New Europe Books  2016

 

Stylistic virtuosity, penetrating emotional power, and a post-apocalyptic vision combine to make this highly individualist effort a brilliant literary achievement. Demanding and rewarding, Ain-Krupa’s book is being marketed as a novel, and it certainly has a strong narrative dimension, though it might be better described as a sequence of prose-poems.

The apocalypse, in this case, is the destruction of European Jewry. What’s left to return to in 1945? Why return? What do survivors do with their survival? What are the sources of identity and relationship in a world of death? These are the questions the author explores, questions more felt than articulated.

A Polish Jew named Wolf returns to a shattered homeland from Brooklyn, where he had managed to live during the Holocaust years. He travels by rail with a young man named Wiktor, who seems a ghostly presence. and with a dog he picks up along the way. Wolf gets to his home town, the neighborhood, the cemetery, but what is left seems unreal. There is nothing to attach himself to. Death is everywhere. He belongs in Brooklyn, where it is easier to live with his memories.

We learn of a school that taught mostly Jewish girls, a school that went up in flames, as did the forty-one girls—all named Sarah. We sense their ghosts, and we imagine the ghosts of the children they did not grow up to birth. We ponder on all of those Sarahs, of all the meanings we can connect to the matriarch’s name.

Ain-Krupa’s book proceeds in larger and smaller vignettes, highly imagistic and suggestive, lush to the ear if sounded. The novel moves in and out of the minds, memories, and aborted hopes of living people who are half-dead and the life-like shadows of the departed, or the almost departed: souls still hovering just above this earth, still clinging to what’s left of Jewish Poland. In limbo. Let them go.

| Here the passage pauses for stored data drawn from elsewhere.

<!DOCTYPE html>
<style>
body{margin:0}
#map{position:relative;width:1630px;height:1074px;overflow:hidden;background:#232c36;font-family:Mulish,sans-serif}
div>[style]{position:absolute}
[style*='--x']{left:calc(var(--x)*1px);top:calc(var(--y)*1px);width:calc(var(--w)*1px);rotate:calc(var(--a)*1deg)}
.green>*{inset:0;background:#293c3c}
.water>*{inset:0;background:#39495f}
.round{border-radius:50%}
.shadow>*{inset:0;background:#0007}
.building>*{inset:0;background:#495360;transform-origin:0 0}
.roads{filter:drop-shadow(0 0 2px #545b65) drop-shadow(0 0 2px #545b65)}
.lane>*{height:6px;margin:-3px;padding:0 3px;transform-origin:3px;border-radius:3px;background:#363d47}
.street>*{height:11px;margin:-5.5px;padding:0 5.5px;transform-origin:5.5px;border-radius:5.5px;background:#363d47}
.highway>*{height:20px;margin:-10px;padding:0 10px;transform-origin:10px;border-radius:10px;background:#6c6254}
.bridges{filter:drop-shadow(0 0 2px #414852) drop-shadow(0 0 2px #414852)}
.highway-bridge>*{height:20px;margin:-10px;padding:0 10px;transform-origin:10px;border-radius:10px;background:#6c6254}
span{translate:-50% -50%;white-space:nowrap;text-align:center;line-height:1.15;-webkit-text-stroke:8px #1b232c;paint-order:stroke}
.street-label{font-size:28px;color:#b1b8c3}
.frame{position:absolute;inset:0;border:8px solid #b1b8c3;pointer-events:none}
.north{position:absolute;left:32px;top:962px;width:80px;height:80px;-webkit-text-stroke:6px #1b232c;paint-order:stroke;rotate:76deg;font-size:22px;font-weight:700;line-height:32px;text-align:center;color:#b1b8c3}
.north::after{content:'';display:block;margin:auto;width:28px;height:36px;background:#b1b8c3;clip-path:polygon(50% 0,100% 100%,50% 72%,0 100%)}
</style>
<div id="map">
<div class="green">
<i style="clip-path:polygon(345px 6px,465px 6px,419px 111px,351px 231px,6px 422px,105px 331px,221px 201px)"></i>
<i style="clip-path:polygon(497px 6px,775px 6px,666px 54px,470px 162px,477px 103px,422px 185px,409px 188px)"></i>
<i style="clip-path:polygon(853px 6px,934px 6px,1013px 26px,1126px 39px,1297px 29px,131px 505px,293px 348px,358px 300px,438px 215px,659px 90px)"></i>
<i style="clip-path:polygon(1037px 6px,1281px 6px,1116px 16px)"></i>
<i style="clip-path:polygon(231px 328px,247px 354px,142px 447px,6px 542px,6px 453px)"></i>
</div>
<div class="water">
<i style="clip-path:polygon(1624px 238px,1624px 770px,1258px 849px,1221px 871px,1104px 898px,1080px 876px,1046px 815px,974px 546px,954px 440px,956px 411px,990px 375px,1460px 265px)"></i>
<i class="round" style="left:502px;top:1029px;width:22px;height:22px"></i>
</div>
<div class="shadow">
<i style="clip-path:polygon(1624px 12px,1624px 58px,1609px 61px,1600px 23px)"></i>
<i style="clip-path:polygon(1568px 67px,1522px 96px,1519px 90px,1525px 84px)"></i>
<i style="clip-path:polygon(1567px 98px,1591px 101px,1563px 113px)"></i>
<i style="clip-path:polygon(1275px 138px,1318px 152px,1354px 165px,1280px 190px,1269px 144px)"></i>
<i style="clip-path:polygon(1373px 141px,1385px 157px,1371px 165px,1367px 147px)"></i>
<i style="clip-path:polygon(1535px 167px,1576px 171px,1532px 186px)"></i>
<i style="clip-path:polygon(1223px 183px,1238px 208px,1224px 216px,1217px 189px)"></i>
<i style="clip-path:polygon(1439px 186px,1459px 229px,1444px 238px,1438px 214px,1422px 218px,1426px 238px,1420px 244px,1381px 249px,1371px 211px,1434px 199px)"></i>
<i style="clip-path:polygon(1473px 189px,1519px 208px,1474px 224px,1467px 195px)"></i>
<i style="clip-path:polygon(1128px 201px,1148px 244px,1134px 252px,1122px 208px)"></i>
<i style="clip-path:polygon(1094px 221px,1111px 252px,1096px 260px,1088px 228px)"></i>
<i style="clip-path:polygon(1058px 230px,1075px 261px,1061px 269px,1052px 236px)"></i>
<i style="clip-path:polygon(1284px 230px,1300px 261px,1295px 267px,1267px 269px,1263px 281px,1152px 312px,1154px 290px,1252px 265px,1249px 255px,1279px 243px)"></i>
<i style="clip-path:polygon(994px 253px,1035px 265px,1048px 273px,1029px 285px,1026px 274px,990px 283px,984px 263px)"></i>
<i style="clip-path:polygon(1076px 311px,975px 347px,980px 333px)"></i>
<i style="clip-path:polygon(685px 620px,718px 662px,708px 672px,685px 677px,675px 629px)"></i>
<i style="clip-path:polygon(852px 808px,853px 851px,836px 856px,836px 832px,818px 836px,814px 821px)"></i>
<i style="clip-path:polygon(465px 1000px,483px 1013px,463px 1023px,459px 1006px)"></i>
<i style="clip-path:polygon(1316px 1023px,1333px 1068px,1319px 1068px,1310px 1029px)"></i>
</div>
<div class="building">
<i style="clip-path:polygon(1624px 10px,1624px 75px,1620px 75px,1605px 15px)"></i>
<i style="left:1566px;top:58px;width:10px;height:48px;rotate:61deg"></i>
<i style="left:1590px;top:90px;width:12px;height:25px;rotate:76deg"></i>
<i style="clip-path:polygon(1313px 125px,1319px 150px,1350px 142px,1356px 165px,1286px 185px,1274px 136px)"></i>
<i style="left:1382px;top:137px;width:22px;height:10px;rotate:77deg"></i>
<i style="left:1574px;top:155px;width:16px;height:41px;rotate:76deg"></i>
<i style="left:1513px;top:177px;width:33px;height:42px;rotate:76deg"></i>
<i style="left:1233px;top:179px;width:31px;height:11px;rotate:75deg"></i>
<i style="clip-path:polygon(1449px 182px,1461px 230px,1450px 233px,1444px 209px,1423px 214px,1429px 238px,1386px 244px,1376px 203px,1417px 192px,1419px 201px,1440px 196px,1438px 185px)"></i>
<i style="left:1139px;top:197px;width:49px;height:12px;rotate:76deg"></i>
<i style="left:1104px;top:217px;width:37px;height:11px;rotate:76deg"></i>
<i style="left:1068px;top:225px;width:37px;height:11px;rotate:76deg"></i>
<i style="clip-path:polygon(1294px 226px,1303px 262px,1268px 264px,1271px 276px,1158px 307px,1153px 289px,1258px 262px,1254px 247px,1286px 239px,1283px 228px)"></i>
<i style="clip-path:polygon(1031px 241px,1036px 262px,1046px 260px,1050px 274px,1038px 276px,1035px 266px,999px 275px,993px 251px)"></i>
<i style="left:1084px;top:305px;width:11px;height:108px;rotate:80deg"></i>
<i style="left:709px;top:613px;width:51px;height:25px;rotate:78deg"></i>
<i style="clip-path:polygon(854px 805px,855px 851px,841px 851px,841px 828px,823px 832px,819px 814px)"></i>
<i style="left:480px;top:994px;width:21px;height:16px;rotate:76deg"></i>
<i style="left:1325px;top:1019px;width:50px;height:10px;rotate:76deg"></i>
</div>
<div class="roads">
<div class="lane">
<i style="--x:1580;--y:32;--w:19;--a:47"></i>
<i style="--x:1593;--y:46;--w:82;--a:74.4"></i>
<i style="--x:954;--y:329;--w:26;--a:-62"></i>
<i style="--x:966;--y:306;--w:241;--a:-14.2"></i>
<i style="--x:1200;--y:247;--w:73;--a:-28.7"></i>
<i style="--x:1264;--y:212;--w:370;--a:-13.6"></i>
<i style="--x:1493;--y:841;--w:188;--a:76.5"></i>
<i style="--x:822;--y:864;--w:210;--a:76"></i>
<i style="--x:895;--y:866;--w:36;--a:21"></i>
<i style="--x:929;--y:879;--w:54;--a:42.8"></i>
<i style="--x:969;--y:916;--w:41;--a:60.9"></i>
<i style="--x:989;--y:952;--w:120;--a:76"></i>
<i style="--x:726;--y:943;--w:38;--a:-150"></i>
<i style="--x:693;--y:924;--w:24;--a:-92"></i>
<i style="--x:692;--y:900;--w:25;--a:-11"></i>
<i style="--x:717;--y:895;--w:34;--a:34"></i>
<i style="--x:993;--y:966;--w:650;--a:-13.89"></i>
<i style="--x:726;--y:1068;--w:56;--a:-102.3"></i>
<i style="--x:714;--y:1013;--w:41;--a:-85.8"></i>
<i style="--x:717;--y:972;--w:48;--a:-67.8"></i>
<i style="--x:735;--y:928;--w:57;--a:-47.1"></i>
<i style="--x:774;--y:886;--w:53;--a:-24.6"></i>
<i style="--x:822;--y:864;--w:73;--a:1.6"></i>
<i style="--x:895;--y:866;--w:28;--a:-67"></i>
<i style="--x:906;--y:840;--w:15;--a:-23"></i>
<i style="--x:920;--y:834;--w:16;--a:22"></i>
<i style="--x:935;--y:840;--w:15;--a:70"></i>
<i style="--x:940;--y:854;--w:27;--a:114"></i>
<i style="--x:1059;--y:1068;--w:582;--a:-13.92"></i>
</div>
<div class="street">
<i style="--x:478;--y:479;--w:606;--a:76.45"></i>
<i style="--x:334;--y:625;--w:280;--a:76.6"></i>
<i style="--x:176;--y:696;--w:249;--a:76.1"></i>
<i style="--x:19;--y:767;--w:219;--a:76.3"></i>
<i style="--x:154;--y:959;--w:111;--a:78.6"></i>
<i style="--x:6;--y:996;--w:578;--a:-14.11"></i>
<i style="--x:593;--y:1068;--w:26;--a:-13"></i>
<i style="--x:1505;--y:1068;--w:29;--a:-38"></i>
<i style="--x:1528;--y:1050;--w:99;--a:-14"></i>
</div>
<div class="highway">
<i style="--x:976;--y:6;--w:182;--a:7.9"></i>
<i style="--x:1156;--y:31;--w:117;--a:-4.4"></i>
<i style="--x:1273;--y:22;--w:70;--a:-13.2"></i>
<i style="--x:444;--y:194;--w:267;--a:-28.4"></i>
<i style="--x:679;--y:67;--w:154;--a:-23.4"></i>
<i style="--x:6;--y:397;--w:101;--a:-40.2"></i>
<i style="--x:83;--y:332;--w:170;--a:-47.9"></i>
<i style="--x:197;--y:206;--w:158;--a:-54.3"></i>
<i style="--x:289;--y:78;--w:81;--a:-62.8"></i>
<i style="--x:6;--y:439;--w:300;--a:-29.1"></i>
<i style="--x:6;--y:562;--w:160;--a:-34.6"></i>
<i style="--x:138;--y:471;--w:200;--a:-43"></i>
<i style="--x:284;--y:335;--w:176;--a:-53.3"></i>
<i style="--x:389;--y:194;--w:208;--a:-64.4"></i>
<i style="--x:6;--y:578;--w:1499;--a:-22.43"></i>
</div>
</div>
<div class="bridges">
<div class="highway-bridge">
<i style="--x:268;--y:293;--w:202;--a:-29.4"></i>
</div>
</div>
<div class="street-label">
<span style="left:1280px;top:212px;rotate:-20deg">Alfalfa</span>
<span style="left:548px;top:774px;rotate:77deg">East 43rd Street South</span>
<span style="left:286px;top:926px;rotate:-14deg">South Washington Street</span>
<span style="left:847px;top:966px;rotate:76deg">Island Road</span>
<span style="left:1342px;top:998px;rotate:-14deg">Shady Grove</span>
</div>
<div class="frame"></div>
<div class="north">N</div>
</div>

Nameless narrators tell of themselves and of other characters who move through the four sections of the book: Olga, Anna, Maryna, Elżbieta, Niklas, Mateusz. So many of them appear in the promise of youth, a promise that will mostly likely be unfulfilled. Glimpses of Kraków, Łódź, Bialystok, Rybnik, and other places wheel through the pages, along with their ruins. The Upright Heart visits a world that had been caught between the cannibal armies of Germany and Russia, almost literally living off the Jews, eating them either alive or dead.

The story offers instances of care, generosity, and courage. But all we can do in the end is mourn. Imagine all the yahrzeits, all the tears.

For all this, Julia Ain-Krupa gives us something luminous. Something like the memorial candles referenced in her book, something like a memorial prayer, something that could not exist if hope did not exist.